Geoffrey Hinton, un nom très médiatisé il y a quelques mois après que ce spécialiste de l’intelligence artificielle et des réseaux de neurones artificiels ait quitté Google (où il travaillait depuis des 2013, ayant largement contribué à construire la technologie IA actuelle) et lancé l’alerte dans une interview donnée au New York Times. Hinton expliquait que “les futures versions de cette technologie pourraient être un risque pour l’humanité” et que “une part de lui-même regrette l’œuvre de sa vie”, parlant même de perspectives “effrayantes” quant à l’avenir de l’IA et de son développement.
Yann Le Cun remet les points sur les i
Yann Le Cun ne semble pas avoir pris la même trajectoire que Geoffrey Hinton, et travaille donc avec Meta à faire progresser l’intelligence artificielle, via plusieurs chantiers majeurs :
- LLaMA et LLaMA 2
- SeamlessM4T
- ImageBind
- Segment Anything
- AudioCraft
Une liste très loin d’être exhaustive, et qui ne tient pas comptes de nombreux autres modèles, langages et librairies (Fairseq et Vizseq, MUSE…). Il est aussi directement à la tête de la technologie I-JEPA, “une nouvelle architecture destinée à surmonter les principales limitations des systèmes d’IA les plus avancés aujourd’hui”.
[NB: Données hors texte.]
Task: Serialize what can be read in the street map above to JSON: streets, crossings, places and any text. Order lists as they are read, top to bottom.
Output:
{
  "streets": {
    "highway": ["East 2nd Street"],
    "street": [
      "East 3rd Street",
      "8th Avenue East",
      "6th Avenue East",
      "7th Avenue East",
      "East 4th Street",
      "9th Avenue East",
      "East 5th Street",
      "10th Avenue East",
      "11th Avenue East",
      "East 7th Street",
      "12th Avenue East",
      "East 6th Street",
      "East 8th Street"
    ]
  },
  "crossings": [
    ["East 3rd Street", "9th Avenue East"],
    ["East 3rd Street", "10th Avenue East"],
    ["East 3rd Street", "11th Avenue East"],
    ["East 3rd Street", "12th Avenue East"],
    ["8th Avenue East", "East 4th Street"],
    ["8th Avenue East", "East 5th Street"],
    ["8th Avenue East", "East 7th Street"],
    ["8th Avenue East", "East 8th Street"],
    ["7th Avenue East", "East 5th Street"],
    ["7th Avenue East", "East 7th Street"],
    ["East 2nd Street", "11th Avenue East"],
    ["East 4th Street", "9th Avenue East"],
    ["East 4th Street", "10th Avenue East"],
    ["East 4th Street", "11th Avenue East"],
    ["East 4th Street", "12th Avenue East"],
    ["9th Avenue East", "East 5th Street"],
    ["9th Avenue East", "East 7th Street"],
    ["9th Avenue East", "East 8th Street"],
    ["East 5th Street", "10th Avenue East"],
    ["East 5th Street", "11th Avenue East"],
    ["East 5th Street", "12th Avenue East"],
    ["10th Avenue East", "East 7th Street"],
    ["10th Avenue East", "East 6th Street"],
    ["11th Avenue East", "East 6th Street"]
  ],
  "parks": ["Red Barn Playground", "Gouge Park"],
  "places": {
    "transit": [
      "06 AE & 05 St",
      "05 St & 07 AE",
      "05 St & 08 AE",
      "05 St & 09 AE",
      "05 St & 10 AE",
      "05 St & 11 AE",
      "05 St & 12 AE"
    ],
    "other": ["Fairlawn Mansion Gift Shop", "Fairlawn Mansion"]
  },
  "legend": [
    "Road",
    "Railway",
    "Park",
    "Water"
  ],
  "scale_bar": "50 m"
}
Bref, Yann Le Cun “pèse” plus que la plupart des gens dans l’évolution récente de l’IA, et sa parole en a d’autant plus de poids. Aussi, lorsque le français prend un peu de son temps pour remettre les pendules à l’heure sur certains points simples, l’information gagne à être connue et partagée !
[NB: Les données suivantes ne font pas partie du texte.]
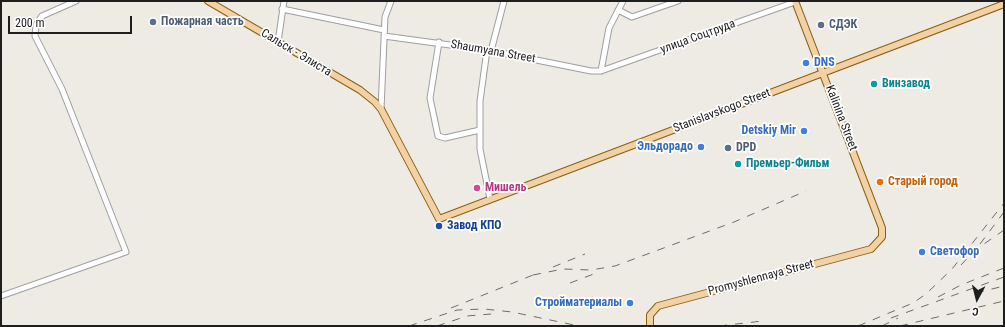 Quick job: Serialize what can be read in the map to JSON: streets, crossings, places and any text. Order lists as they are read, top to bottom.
{
  "streets": {
    "main road": [
      "Сальск - Элиста",
      "Stanislavskogo Street",
      "Kalinina Street",
      "Promyshlennaya Street"
    ],
    "street": ["улица Соцтруда", "Shaumyana Street"]
  },
  "crossings": [
    ["улица Соцтруда", "Shaumyana Street"],
    ["улица Соцтруда", "Kalinina Street"],
    ["Сальск - Элиста", "Stanislavskogo Street"],
    ["Stanislavskogo Street", "Kalinina Street"],
    ["Kalinina Street", "Promyshlennaya Street"]
  ],
  "places": [
    "Пожарная часть",
    "СДЭК",
    "DNS",
    "Винзавод",
    "Detskiy Mir",
    "Эльдорадо",
    "DPD",
    "Премьер-Фильм",
    "Старый город",
    "Мишель",
    "Завод КПО",
    "Светофор",
    "Стройматериалы"
  ],
  "scale_bar": "200 m",
  "north": "bottom"
}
Le 26 septembre, sur Twitter (ou X), Yann Le Cun s’adresse directement aux journalistes de son audimat, et explique que “cela n’a absolument aucun sens d’écrire : “PaLM 2 est entraîné sur environ 340 milliards de paramètres. En comparaison, GPT-4 est censé être entraîné sur un ensemble massif de données de 1,8 trillion de paramètres.””
Visiblement agacé, il explique que “Dire “a formé un ensemble de données de X milliards de paramètres” révèle que vous ne comprenez absolument pas de quoi vous parlez.”
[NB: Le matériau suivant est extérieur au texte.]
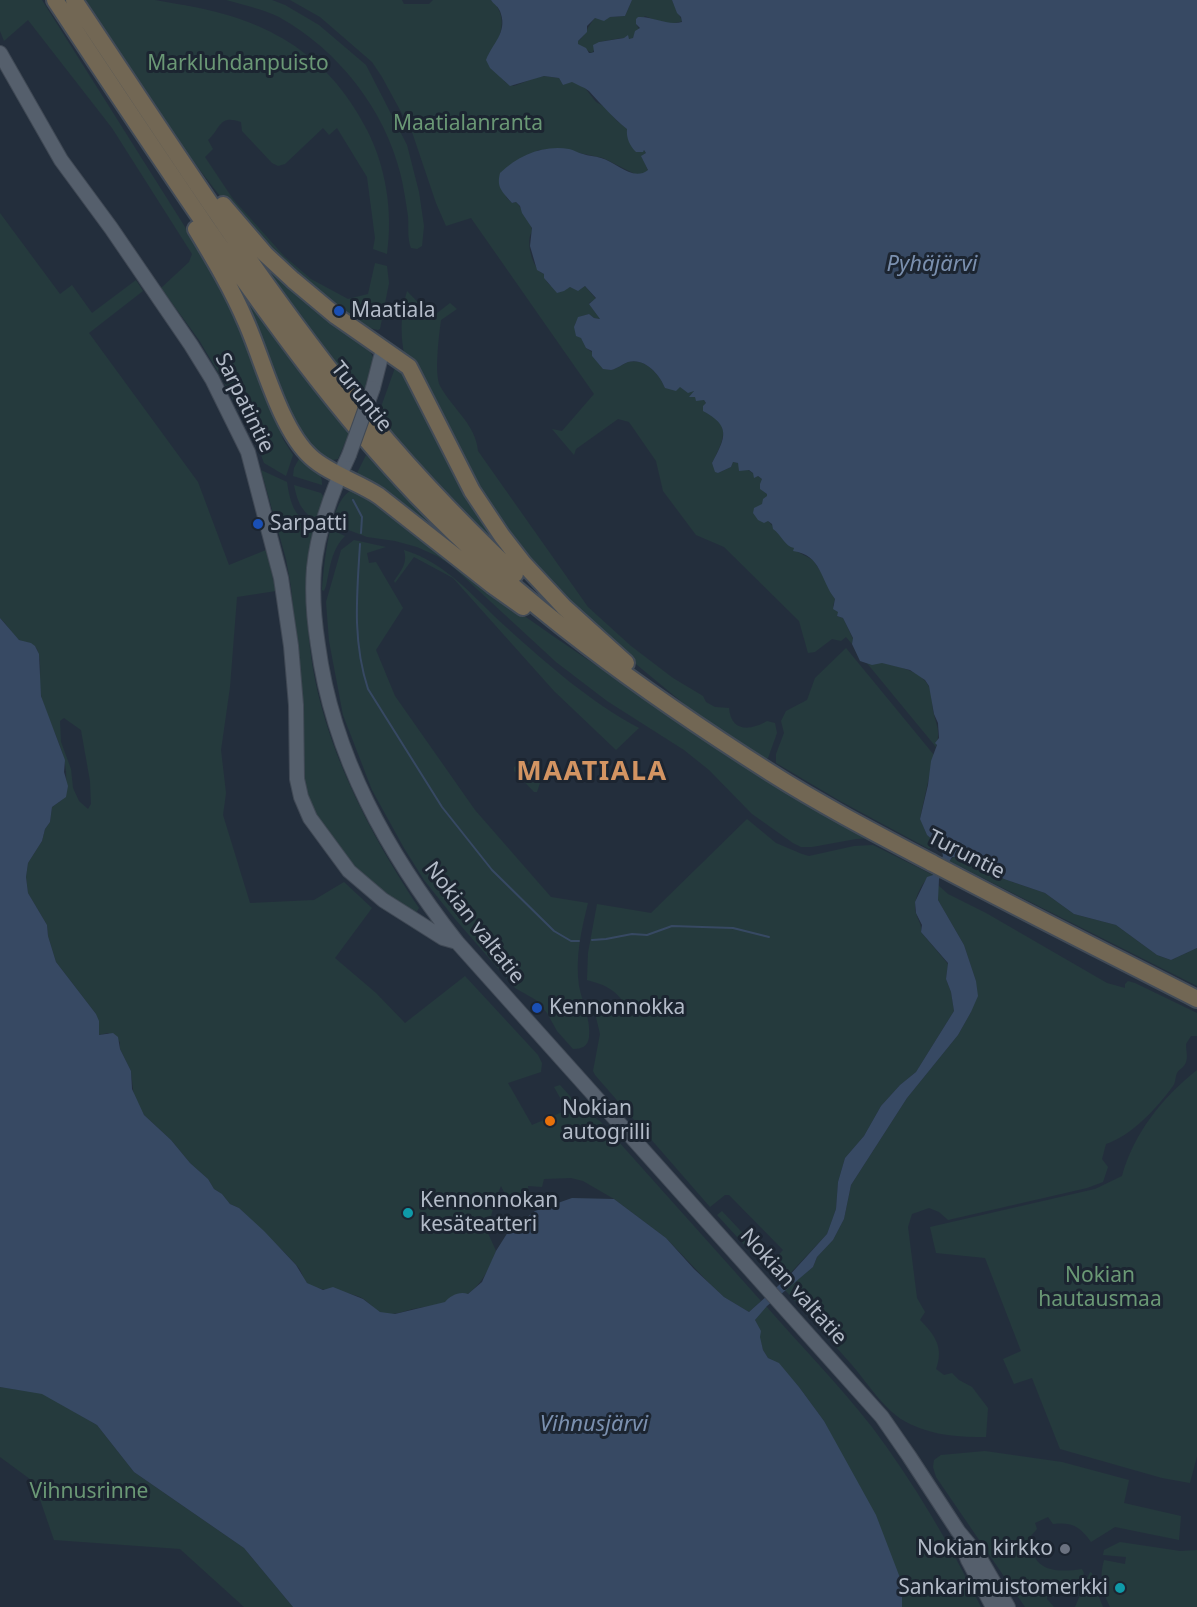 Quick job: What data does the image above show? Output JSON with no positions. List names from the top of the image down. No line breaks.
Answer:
{"streets":{"highway":["Turuntie"],"main road":["Sarpatintie","Nokian valtatie"]},"crossings":[["Sarpatintie","Nokian valtatie"]],"districts":["MAATIALA"],"water":["Pyhäjärvi","Vihnusjärvi"],"parks":["Markluhdanpuisto","Maatialanranta","Nokian hautausmaa","Vihnusrinne"],"places":["Maatiala","Sarpatti","Kennonnokka","Nokian autogrilli","Kennonnokan kesäteatteri","Nokian kirkko","Sankarimuistomerkki"]}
Et – sympa – il simplifie :
“Il serait plus logique d’écrire :
PaLM 2 possède environ 340 milliards de paramètres et est entraîné sur un ensemble de données de 2 milliards de tokens (ou mots). En comparaison, GPT-4 posséderait 1,8 trillion de paramètres entraînés sur des milliers de milliards de tokens.”
Avant d’expliquer en des termes clairs :
“Les paramètres sont des coefficients à l’intérieur du modèle qui sont ajustés par la procédure de formation. L’ensemble de données est ce sur quoi vous entraînez le modèle. Les modèles linguistiques sont entraînés avec des tokens qui sont des unités de sous-mots (par exemple, préfixe, racine, suffixe).”
Il apporte aussi de la nuance dans l’actuel course aux tokens que peut parfois tenter d’inventer la presse, qui se sert des paramètres comme d’une métrique simple et accessible, mais malheureusement mal utilisée :
“Par ailleurs, un modèle comportant davantage de paramètres n’est pas nécessairement meilleur. Il est généralement plus coûteux à exécuter et nécessite plus de mémoire vive qu’une simple carte GPU ne peut en avoir.”
Un point qu’il étaye avec un exemple à propos de GPT-4 :
“GPT-4 serait un “mélange d’experts”, c’est-à-dire un réseau neuronal composé de plusieurs modules spécialisés, dont un seul est exécuté sur une invite (ou prompt NDLR) particulière. Le nombre effectif de paramètres utilisés à tout moment est donc inférieur au nombre total.”
Ce qui n’est pas sans rappeler… le cerveau : le mythe couramment cité à propos des “10% du cerveau” que l’on utiliserait réellement trouve son origine dans le fait qu’on a recours à des zones précises du cerveau pour des fonctions précises, et que l’on utilise jamais toutes les ressources du cerveau en même temps. Je me permets d’en profiter pour rappeler que si quelqu’un vous explique (encore, en 2023) que la communication est à 93% non verbale et que les mots pèsent seulement pour 7% dans le message, et essaye de vous vendre quelque chose au passage, cette personne est un escroc.